La réalité II (2. 1. 17. / 2. 1. 26.)

Il est une critique de l’idée de substance dont le succès est toujours vif de nos jours et qui est toujours la même depuis… Aristote ! C’est assez souligner le caractère déterminant du présent thème, qui porte sur la réalité de la pensée, sur la vérité du langage.

On dit, on pense quelque chose de quelque chose. On admettra dès lors que ce quelque chose doit être réel pour que nos énoncés soient vrais. Cela peut paraître évident. Mais cela ne l’est point ! Car la distinction même de ce quelque chose correspond-elle bien à une réalité ? Le mot n’est pas la chose. Un tel questionnement peut paraître assez vain. Mais sa pérennité doit nous détourner de le croire tel. On trouve en effet constamment dans l’histoire des idées deux positions critiques qui assurent que les concepts sous lesquels nous pensons et disons le monde ne saisissent pas ce dernier dans sa vérité :

-      pour l’une, ce qui est réel est au-delà de ce que nous saisissons du monde à travers nos catégories – au delà des choses donc. La réalité est cachée.

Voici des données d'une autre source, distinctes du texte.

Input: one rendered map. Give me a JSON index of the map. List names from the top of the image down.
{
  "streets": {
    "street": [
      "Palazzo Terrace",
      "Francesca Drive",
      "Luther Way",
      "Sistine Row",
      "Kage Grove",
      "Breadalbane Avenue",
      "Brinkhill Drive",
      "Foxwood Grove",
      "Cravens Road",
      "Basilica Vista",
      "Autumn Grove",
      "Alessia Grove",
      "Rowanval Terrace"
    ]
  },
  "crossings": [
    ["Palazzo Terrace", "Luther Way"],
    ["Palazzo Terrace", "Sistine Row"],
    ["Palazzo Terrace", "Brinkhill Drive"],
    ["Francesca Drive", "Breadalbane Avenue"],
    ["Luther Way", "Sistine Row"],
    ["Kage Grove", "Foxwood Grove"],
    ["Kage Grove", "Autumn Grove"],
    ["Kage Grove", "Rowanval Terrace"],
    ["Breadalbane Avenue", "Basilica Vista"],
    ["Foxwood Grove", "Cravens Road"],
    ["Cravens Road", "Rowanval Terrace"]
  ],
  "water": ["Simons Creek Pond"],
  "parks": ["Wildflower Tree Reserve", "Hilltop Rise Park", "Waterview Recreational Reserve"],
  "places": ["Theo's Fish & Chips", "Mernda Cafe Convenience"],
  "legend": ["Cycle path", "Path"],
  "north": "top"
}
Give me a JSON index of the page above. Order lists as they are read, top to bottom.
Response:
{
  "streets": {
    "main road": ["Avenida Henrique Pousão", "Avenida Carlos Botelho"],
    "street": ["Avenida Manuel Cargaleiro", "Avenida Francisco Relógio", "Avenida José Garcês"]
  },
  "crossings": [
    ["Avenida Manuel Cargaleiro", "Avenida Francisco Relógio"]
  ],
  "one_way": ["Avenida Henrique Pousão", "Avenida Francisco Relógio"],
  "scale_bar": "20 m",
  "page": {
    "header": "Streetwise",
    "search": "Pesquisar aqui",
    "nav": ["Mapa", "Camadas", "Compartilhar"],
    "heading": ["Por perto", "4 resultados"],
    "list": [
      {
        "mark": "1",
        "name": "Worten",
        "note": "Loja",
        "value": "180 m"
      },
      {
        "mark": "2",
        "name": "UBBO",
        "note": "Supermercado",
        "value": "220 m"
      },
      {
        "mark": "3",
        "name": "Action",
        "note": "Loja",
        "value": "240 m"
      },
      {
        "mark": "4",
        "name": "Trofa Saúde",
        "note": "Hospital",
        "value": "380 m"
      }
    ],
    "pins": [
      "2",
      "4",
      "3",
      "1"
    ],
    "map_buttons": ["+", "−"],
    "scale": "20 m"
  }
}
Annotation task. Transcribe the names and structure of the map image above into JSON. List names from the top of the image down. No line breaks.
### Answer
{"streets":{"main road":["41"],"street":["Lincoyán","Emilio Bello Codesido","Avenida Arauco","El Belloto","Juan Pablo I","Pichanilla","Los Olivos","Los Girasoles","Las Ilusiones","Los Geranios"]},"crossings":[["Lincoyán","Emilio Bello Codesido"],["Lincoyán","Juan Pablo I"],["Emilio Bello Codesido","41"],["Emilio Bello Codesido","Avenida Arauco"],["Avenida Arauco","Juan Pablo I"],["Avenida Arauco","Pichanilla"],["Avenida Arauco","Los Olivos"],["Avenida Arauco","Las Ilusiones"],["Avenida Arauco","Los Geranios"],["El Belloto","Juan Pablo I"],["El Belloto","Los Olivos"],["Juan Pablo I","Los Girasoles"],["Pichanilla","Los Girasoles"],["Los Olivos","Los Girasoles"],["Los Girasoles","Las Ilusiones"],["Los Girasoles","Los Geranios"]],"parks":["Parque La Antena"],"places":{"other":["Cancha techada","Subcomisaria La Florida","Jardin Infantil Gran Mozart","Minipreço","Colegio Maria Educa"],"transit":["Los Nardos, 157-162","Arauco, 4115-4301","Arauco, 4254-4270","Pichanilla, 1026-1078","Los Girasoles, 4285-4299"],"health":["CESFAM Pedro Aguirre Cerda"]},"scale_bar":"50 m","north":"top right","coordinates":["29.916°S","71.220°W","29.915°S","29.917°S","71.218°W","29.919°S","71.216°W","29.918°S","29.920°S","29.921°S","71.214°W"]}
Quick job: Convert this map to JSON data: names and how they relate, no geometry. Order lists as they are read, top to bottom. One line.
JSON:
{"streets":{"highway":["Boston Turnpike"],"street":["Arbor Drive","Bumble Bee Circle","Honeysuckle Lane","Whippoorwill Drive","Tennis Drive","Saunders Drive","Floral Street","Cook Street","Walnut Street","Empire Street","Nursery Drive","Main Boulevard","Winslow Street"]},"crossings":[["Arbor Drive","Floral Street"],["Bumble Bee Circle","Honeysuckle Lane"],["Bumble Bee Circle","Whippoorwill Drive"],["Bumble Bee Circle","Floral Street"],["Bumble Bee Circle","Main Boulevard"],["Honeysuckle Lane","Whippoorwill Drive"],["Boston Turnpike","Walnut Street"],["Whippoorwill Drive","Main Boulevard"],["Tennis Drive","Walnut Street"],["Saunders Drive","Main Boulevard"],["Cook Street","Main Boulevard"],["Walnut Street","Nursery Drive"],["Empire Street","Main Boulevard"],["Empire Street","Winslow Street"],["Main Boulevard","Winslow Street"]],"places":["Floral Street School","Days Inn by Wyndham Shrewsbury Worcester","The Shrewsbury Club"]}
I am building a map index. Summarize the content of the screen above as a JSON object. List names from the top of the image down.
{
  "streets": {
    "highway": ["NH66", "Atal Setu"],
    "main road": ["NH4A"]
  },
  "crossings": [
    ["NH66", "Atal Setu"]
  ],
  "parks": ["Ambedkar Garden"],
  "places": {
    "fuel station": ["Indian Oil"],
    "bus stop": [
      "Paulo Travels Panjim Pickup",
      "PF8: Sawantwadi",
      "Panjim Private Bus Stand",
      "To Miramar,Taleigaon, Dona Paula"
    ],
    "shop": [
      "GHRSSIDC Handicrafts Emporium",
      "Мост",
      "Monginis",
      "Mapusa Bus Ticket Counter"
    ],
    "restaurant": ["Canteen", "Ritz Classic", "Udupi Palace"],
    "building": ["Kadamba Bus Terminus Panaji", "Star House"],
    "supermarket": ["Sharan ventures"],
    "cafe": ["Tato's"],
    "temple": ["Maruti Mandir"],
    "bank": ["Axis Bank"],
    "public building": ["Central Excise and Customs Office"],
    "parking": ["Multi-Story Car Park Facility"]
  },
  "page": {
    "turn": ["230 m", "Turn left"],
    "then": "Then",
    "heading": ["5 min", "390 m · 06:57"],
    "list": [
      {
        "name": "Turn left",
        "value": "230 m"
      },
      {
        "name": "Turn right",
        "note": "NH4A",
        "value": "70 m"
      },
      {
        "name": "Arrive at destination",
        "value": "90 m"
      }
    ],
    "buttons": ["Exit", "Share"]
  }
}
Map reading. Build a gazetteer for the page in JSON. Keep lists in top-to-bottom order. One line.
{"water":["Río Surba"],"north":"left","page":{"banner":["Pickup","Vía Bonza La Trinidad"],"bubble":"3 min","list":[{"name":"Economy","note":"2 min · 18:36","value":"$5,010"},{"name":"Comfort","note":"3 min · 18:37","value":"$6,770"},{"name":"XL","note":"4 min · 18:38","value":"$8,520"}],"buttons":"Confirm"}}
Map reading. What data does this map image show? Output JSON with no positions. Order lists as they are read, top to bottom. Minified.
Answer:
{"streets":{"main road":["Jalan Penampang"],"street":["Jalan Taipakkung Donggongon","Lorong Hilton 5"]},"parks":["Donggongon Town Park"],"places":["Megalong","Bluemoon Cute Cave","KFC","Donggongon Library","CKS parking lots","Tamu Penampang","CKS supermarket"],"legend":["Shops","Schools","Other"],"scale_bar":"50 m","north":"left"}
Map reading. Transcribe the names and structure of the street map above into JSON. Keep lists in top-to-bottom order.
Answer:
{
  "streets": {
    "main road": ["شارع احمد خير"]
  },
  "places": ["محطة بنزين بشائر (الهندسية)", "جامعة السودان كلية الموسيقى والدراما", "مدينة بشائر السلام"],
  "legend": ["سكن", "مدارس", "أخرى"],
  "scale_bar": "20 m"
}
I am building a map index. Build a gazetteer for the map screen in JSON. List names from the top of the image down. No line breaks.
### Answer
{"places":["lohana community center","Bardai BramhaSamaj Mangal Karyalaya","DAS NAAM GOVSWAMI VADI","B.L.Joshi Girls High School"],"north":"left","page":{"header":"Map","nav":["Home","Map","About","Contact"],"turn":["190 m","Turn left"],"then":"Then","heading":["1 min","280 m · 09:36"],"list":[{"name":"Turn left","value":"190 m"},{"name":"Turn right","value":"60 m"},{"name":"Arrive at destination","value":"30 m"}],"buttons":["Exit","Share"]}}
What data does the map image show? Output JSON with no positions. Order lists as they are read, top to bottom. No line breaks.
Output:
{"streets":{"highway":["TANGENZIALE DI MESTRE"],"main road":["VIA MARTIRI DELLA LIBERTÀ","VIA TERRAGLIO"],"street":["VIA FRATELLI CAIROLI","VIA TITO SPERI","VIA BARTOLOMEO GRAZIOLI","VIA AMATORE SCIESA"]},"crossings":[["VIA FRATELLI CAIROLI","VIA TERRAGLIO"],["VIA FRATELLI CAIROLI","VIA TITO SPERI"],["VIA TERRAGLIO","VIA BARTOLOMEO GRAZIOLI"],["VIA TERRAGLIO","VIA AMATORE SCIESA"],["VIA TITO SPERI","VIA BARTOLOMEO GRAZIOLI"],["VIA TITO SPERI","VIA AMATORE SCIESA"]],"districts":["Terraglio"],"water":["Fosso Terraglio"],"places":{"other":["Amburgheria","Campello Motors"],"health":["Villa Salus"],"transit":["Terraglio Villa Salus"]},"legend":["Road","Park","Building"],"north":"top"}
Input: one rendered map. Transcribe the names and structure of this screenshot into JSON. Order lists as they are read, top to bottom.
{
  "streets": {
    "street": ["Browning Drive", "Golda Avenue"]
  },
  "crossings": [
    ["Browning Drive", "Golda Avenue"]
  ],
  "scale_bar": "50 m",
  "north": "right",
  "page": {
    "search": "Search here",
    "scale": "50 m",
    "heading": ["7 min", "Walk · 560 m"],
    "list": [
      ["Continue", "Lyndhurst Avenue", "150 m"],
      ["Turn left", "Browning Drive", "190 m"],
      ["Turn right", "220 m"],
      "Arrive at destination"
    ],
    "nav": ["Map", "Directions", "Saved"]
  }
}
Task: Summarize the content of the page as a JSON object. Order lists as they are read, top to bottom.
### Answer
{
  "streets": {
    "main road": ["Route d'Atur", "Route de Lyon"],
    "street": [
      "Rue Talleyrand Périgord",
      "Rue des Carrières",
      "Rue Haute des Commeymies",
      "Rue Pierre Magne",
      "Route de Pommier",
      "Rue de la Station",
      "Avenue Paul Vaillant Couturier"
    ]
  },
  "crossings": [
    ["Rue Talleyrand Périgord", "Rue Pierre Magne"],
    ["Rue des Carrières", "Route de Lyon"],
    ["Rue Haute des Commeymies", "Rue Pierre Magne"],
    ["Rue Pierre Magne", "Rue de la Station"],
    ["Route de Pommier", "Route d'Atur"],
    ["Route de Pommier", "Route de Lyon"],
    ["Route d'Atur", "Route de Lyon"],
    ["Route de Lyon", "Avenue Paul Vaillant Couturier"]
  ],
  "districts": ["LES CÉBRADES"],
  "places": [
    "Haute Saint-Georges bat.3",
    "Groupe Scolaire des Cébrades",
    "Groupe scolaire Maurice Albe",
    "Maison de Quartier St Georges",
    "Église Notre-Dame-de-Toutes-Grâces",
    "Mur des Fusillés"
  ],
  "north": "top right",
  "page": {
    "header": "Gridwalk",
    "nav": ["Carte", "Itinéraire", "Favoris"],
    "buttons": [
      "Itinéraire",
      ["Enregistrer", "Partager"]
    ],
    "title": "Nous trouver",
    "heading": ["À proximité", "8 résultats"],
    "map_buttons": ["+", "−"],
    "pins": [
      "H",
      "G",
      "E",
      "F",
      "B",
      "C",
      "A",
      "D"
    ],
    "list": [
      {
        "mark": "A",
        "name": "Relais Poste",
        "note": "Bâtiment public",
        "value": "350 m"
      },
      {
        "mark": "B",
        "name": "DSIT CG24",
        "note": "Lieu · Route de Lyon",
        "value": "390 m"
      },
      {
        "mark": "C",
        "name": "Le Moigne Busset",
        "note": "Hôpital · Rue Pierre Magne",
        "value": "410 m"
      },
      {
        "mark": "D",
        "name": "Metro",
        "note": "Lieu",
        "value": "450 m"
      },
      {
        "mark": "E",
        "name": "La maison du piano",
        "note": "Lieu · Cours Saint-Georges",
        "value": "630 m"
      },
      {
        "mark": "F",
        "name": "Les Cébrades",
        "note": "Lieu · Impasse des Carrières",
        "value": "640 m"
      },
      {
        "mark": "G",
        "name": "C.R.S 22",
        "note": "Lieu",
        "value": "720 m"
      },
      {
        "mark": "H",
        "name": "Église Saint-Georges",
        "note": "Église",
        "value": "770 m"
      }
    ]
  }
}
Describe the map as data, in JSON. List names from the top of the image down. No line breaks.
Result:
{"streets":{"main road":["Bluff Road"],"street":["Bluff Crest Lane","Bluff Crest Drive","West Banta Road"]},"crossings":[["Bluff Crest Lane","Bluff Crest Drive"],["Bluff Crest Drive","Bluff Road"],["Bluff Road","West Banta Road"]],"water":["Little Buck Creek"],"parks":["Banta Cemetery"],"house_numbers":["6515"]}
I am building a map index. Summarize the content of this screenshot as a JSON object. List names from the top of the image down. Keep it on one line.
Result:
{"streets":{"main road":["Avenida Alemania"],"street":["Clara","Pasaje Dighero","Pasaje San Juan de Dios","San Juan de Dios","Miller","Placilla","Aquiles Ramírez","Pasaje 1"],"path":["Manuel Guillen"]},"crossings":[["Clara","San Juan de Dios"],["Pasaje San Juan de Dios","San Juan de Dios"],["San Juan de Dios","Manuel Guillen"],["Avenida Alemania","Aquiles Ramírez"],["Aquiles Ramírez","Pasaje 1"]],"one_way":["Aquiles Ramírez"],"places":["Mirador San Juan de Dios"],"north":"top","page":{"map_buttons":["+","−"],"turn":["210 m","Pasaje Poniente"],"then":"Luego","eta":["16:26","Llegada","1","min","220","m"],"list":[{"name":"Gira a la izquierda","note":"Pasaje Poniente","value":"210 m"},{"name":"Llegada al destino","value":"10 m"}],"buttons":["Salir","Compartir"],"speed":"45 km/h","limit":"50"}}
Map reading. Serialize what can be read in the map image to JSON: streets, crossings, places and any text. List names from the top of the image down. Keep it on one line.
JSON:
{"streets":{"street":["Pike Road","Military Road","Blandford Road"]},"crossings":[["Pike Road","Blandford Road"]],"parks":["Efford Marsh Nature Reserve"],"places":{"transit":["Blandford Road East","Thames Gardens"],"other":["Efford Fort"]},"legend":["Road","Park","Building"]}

-      Pour l’autre position, les choses que nous désignons ne sont pas abstraites de notre perception sans risque d’abus ; sans risque de prendre pour une chose réelle ce qui n’est qu’un mot. De sorte qu’il nous faut invariablement vérifier la réalité de nos généralités.

Dans les deux cas, la réalité est posée contre la raison et sa prétention à saisir le monde tel qu’il est. Contre sa tendance à croire vrai ce qu’elle trouve juste et réel ce qu’elle juge exister.

Il y a donc là un débat assez fondamental et il nous faut prévenir que nous ne l’exposerons pas sans prendre position. Nous nous attacherons en effet à souligner que les deux points de vue que nous venons de présenter ne se soutiennent guère. Et nous irons jusqu’à dire que tout ce qui est réel est rationnel ; c’est-à-dire que rien n’est jamais réel que pensé, ce qui ne veut certainement pas dire que la pensée crée la réalité. Le réel est rationnel parce qu’il représente précisément pour la pensée une épreuve ; l’obligation de se situer, de se préciser. La réalité signifie pour nous l’obligation même de penser. Où cette obligation n’apparaît pas, l’idée même de réalité est absente. Il n’est guère de souci de distinguer entre ce qui paraît et ce qui est. Le réel est ainsi l’intelligence même que nous avons du monde. Et nous considérerons particulièrement, à titre d’illustration, les représentations qui furent historiquement développées à propos de l’au-delà.

La réalité, en d’autres termes, ne se contemple pas. Elle est au bout d’une découverte que le monde lui-même ne provoque pas mais la réflexion. Et c’est bien pourquoi les hommes ne saisissent pas forcément les mêmes choses – jusqu’à donner l’impression de ne pas partager la même réalité. Ils n’accordent pas tous au monde la même intelligence. En même temps, il est assez absurde de parler de “différentes” réalités et il est assez vain de parier sur une réalité cachée. La réalité du monde se bâtit dans la coïncidence provisoire d’un mot et d’une chose, à travers une épreuve de validité et non une intuition. Le réel est moins ce qu’on ressent que ce qu’on vérifie. Or cela ne veut justement pas dire qu’est réel seulement ce qui “marche” parmi nos concepts, c’est-à-dire ceux avec lesquels l’expérience est au rendez-vous. Car la réalité n’a pas d’autre. Elle n’est pas ce qui fait face à l’intelligence. Elle est l’intelligence même que nous avons du monde. Une intelligence vérificatrice, qui sonde moins le monde pour valider ses propres concepts que pour l’observer et en tirer des concepts.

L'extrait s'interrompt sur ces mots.